How to Analyze Student Growth Percentiles (SGP)

When analyzing student growth data, one of the most important things to know is how your students are growing compared to their peers. The best way to do that is through student growth percentiles (SGPs) that measure relative student performance in the most recent assessment compared with their prior performances on previous assessments. These percentiles range from 1 to 99, with higher numbers representing higher relative growth. For example, a student with an SGP of 45 means that they out-grew the 45th percentile of their peer group.

The SGP package has a set of lower level functions (studentGrowthPercentiles and studentGrowthProjections) and also high-level wrapper functions (abcSGP and updateSGP) that perform these analyses in a more concise way. These higher-level functions work with LONG formatted data whereas the lower-level functions require WIDE formatted data. It is generally easier to run operational SGP analyses using the LONG versions of these functions unless a specific reason exists for needing a more compact version of the analysis.

This article will walk through the steps needed to run a basic SGP analysis with exemplary data sets provided by the DESE for the state of Massachusetts. These exemplars include an anonymized, teacher-student lookup table (sgpData_INSTRUCTOR_NUMBER) and a student assessment record file (sgpData_STUDENT).
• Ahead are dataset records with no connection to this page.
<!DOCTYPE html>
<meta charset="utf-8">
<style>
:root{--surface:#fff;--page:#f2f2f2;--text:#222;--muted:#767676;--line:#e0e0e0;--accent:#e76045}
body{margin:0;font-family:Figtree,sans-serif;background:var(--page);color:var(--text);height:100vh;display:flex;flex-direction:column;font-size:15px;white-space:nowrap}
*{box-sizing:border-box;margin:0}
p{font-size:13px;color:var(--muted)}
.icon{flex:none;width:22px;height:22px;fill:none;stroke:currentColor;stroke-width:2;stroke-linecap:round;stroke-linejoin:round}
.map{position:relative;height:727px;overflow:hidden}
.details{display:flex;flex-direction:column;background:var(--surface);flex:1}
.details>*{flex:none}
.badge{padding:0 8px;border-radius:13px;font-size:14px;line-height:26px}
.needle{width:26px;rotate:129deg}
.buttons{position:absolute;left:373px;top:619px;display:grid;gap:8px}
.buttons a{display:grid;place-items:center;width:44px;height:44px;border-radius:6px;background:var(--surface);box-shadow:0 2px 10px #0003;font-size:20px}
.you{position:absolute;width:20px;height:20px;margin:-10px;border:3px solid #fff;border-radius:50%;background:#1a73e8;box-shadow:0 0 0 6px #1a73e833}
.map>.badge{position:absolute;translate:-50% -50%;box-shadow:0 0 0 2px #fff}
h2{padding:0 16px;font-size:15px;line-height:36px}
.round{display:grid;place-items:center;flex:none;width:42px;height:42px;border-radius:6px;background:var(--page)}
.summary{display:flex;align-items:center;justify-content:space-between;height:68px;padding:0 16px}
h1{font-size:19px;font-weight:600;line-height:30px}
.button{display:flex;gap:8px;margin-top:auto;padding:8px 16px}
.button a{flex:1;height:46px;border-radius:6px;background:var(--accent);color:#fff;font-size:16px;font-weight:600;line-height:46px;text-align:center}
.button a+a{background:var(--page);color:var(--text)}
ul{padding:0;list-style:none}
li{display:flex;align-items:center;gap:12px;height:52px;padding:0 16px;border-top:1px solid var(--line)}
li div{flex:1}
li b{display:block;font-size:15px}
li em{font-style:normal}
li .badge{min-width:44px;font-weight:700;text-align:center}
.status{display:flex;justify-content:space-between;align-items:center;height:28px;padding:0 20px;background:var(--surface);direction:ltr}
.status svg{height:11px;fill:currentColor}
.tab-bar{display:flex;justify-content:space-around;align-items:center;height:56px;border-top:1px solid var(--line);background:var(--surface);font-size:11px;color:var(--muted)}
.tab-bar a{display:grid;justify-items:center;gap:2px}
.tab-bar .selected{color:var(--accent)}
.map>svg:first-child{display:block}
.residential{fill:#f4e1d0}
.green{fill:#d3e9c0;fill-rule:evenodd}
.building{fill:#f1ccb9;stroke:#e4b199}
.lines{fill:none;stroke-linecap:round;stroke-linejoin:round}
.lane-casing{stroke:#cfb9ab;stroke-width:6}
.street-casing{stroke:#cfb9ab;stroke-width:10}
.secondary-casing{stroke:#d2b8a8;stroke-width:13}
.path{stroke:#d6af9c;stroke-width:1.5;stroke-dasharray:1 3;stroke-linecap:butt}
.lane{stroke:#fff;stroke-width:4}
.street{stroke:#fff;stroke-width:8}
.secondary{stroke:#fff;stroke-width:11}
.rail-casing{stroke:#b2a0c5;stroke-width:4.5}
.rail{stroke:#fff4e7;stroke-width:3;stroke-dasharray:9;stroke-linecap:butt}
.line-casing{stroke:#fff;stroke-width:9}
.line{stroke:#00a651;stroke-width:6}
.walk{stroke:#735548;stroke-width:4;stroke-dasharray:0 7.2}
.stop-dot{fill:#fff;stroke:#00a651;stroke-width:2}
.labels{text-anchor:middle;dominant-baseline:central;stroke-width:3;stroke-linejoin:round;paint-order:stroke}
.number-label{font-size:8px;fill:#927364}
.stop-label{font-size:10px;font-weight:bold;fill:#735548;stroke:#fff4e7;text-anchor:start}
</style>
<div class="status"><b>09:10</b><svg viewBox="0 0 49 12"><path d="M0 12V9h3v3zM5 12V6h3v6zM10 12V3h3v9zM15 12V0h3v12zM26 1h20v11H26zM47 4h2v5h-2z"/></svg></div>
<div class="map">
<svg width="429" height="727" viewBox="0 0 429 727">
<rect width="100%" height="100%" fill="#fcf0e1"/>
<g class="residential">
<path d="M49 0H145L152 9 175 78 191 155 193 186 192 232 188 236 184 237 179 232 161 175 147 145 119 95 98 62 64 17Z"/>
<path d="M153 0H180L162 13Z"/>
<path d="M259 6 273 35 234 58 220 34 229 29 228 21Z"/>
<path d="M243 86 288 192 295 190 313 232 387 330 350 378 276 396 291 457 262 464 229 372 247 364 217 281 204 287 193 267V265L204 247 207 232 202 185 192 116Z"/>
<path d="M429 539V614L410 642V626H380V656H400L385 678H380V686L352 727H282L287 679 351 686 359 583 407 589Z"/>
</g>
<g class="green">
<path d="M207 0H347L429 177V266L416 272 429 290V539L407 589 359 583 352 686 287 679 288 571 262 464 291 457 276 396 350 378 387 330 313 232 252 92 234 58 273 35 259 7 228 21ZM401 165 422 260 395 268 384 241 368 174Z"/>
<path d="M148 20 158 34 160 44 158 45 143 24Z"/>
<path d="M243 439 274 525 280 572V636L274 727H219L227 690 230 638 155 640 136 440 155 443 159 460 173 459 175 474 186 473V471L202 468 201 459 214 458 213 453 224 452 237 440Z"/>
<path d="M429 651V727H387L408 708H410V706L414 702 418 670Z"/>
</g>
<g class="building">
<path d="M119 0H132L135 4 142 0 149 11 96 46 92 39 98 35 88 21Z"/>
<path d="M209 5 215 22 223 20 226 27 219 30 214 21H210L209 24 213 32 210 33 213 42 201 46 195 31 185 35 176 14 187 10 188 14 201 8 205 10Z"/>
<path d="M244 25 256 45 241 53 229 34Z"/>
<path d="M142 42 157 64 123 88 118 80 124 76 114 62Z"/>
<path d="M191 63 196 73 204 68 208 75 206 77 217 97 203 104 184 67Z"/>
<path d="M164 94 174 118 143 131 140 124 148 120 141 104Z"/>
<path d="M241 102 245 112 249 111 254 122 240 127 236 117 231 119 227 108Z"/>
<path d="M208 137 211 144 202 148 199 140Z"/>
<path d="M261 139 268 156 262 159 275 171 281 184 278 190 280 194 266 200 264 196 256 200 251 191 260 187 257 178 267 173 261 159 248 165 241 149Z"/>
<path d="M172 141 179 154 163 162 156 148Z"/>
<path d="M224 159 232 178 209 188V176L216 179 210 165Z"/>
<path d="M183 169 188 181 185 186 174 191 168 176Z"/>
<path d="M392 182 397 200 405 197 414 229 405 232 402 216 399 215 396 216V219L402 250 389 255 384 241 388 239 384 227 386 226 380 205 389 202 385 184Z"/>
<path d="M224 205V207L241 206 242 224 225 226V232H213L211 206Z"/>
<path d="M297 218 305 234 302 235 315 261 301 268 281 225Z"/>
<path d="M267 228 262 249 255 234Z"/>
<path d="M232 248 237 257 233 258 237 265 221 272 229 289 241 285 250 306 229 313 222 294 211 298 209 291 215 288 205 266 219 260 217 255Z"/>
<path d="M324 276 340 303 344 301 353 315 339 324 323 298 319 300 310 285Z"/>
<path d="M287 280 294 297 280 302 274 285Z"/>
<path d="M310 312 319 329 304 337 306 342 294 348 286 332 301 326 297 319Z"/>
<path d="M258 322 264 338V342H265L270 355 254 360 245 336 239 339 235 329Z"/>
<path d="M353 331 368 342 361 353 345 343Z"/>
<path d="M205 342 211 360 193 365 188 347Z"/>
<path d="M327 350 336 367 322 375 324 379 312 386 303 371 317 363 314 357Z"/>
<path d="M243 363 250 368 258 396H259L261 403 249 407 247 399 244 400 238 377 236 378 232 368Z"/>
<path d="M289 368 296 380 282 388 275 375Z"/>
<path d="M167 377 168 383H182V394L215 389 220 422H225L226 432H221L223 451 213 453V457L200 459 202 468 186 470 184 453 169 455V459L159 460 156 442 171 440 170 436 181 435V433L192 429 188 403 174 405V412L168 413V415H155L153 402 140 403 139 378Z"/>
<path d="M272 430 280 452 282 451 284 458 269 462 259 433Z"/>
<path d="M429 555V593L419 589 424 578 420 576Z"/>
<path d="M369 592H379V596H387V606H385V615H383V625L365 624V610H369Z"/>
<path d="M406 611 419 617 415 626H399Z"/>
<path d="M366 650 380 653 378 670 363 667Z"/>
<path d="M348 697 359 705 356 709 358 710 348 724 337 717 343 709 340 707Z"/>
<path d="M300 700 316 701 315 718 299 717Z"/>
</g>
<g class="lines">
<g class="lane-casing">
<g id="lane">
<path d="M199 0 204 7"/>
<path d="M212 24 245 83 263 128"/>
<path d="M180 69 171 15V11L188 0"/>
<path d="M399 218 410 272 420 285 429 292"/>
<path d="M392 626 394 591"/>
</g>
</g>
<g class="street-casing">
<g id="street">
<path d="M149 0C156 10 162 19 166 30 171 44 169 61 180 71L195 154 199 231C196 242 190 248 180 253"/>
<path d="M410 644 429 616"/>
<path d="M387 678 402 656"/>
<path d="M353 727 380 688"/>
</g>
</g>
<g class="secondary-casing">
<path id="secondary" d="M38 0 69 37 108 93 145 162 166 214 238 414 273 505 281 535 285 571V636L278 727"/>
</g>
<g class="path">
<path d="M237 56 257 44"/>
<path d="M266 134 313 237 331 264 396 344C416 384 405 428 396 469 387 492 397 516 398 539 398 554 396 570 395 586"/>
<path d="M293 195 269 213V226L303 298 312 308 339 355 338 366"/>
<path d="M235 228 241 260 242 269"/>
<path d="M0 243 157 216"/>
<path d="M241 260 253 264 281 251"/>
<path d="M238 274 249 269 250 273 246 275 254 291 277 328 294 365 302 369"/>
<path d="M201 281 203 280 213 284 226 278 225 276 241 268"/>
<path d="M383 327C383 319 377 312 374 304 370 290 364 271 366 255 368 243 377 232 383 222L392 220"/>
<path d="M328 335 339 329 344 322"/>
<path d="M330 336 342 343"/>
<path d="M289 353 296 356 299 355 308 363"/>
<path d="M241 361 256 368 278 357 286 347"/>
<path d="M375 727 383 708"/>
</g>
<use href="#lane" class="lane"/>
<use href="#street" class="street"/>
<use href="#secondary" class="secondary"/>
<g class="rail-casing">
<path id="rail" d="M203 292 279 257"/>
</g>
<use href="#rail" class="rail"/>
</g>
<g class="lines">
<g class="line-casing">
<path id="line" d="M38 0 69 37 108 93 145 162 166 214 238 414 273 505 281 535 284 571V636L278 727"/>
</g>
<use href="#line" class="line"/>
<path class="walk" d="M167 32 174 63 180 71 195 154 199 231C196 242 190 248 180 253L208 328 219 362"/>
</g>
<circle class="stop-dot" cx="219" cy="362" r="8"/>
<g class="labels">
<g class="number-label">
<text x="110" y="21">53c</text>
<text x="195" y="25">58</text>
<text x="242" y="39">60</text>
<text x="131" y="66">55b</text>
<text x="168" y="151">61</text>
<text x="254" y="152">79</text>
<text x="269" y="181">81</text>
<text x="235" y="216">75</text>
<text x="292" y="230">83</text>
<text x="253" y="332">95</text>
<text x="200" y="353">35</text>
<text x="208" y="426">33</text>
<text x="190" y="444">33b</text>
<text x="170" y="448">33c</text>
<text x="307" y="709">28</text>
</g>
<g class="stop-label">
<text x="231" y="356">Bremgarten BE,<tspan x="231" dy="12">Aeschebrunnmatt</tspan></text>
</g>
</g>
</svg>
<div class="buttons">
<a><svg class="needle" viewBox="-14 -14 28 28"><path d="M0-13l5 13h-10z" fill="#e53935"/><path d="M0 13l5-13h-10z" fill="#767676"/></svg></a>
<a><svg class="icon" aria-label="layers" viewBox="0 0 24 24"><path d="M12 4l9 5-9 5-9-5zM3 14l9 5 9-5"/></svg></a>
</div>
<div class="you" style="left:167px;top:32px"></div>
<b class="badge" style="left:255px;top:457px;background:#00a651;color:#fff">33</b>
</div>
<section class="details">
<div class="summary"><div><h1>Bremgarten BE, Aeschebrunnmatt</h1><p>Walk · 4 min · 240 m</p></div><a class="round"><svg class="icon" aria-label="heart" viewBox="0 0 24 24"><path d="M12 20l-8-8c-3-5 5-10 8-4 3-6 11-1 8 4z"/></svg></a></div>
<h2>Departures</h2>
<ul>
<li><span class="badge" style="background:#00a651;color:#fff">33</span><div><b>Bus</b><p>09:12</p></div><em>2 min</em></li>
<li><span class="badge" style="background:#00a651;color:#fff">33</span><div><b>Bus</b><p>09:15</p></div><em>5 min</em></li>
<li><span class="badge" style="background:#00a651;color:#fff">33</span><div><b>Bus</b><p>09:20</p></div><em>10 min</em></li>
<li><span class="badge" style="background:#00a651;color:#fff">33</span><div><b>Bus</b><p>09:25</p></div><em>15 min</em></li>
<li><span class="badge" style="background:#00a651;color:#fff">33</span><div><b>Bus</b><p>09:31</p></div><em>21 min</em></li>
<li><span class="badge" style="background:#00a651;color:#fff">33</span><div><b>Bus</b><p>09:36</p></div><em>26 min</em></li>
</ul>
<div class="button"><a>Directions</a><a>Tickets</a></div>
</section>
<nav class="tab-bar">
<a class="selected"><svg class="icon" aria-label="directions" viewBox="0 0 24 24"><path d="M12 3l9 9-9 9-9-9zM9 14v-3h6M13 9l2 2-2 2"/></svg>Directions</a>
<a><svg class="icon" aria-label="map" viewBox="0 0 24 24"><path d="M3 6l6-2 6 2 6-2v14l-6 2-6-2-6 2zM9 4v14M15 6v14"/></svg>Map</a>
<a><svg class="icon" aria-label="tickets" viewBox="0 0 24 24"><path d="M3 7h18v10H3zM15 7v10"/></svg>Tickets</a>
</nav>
While most SGP analyses focus on comparing students with their peers within the same year, it is also possible to compare students across years. These comparisons are known as multi-year SGP analyses and allow educators to establish official achievement targets for their students based upon state-wide growth standards (e.g. a 2 year target). Then they can use the SGP methodology to quantify how much student progress is required in order for a student to reach their goal, and what the student’s current rate of growth is in terms of percentage of their peers.

A key thing to note is that, in order for a growth percentile to be calculated, the student must have valid test scores from two of the previous assessments on their profile. This is why a student’s SGP is not calculated in grade 3, because science is only tested in grades 5 and 8, and it is why the growth percentile for a grade 10 student does not compare their 10th grade MCAS score with their 8th grade test score since there is no MCAS testing at the grade 9 level. The next section will take a closer look at the calculations that go into producing these growth percentiles for a student. Then it will discuss the two most common uses of this information: window specific SGPs, which allow teachers to quickly compare a student’s progress between distinct time windows, and current SGPs that provide a quick check-in on a student’s progression over the course of an academic year. In both cases, the bulk of the SGP analysis is in the data preparation and preprocessing steps. If the data is prepared correctly then the subsequent analyses should be relatively straightforward.